From Publishers Weekly
Snyder, a lawyer and baseball writer, gives an account of St. Louis Cardinals outfielder Curt Flood's failed though influential suit against Major League Baseball, offering both a sturdy revision of Flood's biography and a polemical defense of the pro-player fight of which Flood was a part. Benefiting from a lawyer's pen, the intricacies of the terms "reserve clause" (which bound players "to their teams for life") and "baseball's anti-trust exemption" are quickly and clearly explained, as the world of 1960s Major League Baseball is brought to life. Before "free agency," players had few rights; after the 1969 season Flood fought being traded to Philadelphia, taking his battle to the Supreme Court. While the narrative drags at points, the stories of those central to Flood's case (like Marvin Miller, director of the Player's Association, and Arthur Goldberg, Flood's chief lawyer) are vividly rendered. Most compelling, however, is the portrait of Flood's humble upbringing (in working-class Oakland) and the racism he experienced during his early years on the field ("name-calling, segregated facilities, and second-class citizenship"). This account both serves to explain why Flood was "serious about sacrificing his playing career to sue baseball" and helps reposition Flood as a successor to Jackie Robinson's "lifelong battle against injustice."

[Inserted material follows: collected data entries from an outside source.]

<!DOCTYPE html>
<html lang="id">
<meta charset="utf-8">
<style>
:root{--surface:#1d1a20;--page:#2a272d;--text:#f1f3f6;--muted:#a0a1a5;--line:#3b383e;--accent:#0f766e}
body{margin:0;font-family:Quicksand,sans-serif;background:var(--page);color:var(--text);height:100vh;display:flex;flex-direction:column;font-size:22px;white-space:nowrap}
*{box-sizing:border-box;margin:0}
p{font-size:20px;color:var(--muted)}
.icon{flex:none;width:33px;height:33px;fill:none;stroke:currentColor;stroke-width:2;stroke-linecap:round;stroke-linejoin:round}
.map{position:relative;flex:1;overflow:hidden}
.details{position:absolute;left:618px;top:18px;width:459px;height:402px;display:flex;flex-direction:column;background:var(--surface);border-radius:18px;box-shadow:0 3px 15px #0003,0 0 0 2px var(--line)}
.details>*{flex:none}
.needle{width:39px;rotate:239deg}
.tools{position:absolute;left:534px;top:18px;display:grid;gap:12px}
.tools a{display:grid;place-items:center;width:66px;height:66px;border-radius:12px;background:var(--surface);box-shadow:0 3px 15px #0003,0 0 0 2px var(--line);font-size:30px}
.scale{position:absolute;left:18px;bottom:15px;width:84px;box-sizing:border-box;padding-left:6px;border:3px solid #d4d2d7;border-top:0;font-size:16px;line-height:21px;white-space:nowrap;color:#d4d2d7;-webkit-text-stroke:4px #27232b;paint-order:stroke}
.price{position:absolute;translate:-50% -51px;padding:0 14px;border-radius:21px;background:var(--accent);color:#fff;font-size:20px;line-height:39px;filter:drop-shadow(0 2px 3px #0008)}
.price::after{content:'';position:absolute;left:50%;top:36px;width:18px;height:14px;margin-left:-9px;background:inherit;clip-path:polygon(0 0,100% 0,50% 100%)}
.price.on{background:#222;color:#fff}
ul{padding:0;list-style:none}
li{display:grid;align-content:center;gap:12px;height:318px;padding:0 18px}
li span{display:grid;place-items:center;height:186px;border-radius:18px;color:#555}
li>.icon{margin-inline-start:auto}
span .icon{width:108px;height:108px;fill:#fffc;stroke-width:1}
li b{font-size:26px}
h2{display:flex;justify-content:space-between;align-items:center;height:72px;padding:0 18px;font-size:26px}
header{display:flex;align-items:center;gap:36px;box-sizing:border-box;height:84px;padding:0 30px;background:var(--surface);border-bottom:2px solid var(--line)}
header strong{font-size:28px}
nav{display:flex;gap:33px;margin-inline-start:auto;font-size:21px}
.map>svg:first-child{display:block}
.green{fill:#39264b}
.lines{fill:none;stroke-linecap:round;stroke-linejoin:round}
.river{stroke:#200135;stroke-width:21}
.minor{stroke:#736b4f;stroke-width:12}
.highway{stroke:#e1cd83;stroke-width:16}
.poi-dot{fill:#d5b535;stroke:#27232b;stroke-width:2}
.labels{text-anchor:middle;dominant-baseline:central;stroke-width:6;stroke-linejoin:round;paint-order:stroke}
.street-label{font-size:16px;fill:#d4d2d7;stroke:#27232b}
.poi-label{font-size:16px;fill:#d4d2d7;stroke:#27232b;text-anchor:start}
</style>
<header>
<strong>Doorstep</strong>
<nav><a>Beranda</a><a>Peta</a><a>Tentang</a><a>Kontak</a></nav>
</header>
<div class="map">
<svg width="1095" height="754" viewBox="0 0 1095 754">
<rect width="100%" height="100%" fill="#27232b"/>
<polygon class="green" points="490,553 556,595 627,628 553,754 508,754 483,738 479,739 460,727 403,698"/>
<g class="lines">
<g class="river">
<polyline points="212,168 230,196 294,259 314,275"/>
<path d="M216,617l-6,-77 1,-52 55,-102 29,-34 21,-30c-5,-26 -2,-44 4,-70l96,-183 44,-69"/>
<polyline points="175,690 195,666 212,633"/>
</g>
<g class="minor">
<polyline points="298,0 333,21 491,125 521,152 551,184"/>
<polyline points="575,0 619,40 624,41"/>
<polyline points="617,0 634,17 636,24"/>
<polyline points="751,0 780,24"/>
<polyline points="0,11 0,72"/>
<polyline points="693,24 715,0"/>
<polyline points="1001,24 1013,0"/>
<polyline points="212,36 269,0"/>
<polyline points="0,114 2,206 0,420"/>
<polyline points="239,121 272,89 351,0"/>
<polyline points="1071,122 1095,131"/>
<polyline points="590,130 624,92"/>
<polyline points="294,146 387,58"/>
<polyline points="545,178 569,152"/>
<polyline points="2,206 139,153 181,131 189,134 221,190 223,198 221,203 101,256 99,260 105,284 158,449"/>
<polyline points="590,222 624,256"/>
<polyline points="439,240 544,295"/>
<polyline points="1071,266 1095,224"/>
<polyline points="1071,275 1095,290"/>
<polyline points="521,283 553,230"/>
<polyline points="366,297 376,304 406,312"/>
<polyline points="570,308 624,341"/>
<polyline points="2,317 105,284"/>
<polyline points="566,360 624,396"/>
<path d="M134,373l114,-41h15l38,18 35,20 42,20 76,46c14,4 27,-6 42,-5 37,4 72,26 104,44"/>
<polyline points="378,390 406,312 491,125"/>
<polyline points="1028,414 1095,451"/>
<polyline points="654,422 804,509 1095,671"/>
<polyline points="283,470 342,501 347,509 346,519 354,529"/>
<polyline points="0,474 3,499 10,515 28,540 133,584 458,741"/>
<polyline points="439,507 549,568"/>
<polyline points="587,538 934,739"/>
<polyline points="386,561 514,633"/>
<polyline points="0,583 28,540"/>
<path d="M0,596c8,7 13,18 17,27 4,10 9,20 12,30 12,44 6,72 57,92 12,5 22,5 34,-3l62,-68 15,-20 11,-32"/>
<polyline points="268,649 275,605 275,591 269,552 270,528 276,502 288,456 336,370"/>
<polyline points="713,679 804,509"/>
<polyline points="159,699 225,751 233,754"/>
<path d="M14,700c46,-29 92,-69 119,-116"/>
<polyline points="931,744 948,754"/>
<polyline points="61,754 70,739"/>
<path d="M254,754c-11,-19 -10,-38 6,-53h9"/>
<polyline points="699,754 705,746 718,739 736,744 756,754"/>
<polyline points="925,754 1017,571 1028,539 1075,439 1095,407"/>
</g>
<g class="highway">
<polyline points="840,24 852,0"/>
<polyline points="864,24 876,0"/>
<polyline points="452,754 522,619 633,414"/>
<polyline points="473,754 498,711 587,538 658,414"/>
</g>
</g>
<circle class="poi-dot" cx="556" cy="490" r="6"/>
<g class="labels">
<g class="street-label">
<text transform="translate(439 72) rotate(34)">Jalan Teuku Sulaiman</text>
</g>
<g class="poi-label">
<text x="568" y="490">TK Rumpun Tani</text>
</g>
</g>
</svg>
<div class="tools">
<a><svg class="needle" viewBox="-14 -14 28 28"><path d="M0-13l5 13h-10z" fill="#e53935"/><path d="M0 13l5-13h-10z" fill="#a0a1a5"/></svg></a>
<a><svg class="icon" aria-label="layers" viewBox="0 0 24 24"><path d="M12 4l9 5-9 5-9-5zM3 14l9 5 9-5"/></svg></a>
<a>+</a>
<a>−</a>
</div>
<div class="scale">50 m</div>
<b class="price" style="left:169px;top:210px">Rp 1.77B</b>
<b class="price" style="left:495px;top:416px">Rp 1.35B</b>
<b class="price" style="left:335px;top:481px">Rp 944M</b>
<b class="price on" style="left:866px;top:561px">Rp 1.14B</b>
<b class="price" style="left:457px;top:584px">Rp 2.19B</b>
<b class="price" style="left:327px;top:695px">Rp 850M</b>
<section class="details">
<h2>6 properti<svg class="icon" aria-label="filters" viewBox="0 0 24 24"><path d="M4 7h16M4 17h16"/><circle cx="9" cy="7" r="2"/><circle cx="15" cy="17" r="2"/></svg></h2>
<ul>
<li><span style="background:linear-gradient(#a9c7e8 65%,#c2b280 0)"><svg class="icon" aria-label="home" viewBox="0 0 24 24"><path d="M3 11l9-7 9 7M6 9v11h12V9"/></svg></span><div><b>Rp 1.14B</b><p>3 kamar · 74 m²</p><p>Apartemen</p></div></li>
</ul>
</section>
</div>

(Oct.) Copyright © Reed Business Information, a division of Reed Elsevier Inc. All rights reserved.
From Booklist
If one event has made the business of baseball what it is today, it is Curt Flood's challenge of major league baseball's "reserve clause," which essentially bound a player to his team for life, barring trades. As author Snyder relates in this careful and informed narrative, center-fielder Flood refused to report from the St. Louis Cardinals to the Philadelphia Phillies following the 1969 season, choosing instead to sue MLB over the clause. If Flood--honorable, thoughtful, brave, independent--was singularly qualified to champion the players' cause, he was also doomed by legal precedent, an uninformed and distracted counsel in former Supreme Court Justice Arthur Goldberg, and a curiously disinterested, if not hostile, players association. Flood would take his case to the Supreme Court only to lose in a 5-4 decision. But his efforts enable subsequent players to defeat the reserve clause. Snyder's account gives Flood his well-earned due and also details a critical period in the history of American sport.